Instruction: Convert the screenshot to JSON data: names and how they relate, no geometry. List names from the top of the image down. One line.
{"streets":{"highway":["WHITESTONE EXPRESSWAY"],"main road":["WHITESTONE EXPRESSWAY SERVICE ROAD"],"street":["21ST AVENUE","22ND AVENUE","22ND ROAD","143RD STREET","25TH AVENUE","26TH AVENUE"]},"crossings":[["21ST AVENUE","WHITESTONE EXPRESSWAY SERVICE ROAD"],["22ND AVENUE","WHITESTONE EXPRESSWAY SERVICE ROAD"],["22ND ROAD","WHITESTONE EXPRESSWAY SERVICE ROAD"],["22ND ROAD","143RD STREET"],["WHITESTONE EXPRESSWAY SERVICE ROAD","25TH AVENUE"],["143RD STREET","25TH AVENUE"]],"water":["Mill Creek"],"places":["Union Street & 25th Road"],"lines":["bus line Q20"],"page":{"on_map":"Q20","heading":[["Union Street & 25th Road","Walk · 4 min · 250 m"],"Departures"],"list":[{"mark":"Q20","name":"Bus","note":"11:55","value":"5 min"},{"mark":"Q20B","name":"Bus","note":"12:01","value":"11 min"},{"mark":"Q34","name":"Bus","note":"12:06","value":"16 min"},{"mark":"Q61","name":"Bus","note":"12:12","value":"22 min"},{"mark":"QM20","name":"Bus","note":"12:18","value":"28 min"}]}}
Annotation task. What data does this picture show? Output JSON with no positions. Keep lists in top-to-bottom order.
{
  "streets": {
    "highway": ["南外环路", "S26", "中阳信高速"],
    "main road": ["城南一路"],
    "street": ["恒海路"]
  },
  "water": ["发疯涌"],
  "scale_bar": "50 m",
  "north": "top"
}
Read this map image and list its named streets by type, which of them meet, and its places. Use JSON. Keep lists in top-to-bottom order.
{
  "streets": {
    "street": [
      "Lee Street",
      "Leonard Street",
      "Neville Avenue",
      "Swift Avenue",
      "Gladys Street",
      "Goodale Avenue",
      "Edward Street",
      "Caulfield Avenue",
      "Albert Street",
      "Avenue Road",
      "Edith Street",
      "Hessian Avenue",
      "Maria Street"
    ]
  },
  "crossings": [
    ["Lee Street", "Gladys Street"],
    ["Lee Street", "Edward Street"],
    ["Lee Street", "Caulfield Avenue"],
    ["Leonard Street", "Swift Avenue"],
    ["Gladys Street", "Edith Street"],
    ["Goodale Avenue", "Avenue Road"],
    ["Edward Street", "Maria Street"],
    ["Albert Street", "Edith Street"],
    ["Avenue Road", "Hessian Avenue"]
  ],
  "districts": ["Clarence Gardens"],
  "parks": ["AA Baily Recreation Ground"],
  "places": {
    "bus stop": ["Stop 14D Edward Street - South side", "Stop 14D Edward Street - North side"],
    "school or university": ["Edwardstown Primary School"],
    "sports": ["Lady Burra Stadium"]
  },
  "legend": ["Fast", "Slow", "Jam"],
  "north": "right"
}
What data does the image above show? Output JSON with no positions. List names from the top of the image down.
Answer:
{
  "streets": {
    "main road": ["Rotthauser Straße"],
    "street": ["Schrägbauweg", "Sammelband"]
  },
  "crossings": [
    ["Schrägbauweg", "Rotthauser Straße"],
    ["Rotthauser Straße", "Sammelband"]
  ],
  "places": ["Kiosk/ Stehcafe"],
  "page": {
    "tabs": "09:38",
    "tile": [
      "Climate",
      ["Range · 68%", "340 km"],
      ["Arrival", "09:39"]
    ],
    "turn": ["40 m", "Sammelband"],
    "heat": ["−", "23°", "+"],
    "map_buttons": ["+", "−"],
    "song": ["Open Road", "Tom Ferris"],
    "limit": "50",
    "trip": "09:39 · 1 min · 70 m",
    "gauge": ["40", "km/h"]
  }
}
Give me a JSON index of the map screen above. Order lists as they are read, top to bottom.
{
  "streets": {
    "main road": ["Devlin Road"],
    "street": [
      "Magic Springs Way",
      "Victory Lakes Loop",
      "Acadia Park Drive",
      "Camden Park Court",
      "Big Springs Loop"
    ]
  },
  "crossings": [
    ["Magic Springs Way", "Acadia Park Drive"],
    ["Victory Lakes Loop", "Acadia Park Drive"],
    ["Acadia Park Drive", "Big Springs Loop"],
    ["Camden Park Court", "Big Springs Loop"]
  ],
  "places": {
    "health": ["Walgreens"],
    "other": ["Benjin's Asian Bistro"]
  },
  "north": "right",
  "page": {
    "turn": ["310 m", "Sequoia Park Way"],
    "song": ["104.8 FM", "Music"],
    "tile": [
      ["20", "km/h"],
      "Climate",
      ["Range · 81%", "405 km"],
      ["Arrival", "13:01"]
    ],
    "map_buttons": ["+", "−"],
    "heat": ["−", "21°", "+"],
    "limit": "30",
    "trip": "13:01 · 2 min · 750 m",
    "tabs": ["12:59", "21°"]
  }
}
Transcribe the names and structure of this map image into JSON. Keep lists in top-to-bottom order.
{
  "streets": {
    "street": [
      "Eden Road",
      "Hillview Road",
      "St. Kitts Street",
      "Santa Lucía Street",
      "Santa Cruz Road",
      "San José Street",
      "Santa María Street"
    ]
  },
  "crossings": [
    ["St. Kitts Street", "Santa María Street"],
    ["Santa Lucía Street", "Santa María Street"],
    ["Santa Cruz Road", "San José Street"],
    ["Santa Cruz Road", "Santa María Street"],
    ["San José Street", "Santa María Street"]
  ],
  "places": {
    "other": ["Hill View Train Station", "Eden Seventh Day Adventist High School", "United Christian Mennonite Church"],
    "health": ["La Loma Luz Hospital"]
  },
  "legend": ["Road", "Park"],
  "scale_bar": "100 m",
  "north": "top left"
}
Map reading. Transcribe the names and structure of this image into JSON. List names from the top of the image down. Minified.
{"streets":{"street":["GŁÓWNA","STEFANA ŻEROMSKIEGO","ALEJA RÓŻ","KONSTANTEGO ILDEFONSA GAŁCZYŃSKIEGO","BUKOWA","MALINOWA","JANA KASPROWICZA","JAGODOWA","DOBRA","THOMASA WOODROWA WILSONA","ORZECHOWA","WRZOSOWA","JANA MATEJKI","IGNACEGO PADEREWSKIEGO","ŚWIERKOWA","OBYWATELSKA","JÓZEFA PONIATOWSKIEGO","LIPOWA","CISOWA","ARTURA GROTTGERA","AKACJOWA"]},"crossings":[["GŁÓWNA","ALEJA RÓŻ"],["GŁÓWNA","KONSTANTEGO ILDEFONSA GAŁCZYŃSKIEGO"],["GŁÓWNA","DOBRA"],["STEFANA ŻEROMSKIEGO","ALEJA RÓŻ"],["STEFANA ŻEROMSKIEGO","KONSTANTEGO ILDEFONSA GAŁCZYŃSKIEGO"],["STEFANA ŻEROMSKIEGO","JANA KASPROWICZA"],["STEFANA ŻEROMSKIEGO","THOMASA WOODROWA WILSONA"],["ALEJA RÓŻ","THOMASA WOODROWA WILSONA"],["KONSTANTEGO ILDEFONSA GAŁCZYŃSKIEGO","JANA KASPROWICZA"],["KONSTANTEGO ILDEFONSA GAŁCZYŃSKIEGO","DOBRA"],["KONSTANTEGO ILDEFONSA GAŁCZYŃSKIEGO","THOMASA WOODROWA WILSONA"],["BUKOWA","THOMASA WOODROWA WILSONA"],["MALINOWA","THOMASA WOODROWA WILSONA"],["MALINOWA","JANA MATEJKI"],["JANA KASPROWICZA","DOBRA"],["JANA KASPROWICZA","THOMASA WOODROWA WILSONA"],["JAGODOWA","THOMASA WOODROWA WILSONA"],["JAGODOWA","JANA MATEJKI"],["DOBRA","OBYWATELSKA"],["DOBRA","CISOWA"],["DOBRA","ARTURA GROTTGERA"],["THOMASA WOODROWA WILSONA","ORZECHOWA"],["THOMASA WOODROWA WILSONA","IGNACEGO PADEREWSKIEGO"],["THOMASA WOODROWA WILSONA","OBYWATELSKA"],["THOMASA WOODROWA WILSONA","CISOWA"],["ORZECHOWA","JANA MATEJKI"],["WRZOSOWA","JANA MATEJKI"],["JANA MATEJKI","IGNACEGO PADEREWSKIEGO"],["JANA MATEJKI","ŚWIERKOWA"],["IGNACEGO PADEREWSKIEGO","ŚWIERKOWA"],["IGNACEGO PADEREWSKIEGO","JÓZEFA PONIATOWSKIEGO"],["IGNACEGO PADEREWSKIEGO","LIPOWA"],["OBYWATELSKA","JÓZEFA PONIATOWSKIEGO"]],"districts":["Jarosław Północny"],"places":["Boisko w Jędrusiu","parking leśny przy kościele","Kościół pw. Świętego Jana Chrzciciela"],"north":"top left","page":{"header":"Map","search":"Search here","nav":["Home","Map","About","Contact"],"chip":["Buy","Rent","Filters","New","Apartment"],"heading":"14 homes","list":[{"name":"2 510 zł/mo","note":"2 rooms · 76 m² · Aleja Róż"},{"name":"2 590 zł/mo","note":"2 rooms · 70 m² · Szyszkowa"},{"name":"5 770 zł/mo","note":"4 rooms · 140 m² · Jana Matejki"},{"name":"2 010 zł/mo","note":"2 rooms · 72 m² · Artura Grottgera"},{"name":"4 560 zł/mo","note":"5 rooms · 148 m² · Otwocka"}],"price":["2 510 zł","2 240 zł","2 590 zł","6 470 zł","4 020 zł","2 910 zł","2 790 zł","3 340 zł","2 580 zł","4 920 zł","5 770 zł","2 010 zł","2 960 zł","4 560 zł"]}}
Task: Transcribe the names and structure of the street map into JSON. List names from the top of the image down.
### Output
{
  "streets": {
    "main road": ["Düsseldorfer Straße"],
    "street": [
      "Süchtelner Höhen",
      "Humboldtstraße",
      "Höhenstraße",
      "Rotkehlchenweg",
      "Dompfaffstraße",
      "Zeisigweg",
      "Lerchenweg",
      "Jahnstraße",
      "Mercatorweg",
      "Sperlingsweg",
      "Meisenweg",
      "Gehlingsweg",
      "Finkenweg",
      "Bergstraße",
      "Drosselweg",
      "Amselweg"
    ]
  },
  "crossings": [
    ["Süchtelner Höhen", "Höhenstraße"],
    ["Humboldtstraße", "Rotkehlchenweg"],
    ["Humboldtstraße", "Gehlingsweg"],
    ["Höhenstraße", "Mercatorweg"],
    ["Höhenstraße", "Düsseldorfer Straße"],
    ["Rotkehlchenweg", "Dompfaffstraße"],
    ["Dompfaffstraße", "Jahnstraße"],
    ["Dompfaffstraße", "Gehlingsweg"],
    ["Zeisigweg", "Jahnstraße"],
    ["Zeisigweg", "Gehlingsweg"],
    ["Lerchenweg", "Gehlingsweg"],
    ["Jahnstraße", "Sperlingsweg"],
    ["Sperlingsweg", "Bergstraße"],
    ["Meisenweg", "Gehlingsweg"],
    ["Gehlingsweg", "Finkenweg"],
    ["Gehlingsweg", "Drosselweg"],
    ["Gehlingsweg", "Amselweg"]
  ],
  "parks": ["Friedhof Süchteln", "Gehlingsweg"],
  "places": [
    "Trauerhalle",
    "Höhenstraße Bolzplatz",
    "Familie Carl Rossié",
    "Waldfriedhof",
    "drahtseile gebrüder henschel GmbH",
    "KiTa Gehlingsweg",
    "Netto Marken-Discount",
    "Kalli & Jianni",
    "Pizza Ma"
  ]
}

* * *

Pull out each line of the records holding the string "above".

What data does the image above show? Output JSON with no positions. List names from the top of the image down.
Give me a JSON index of the map screen above. Order lists as they are read, top to bottom.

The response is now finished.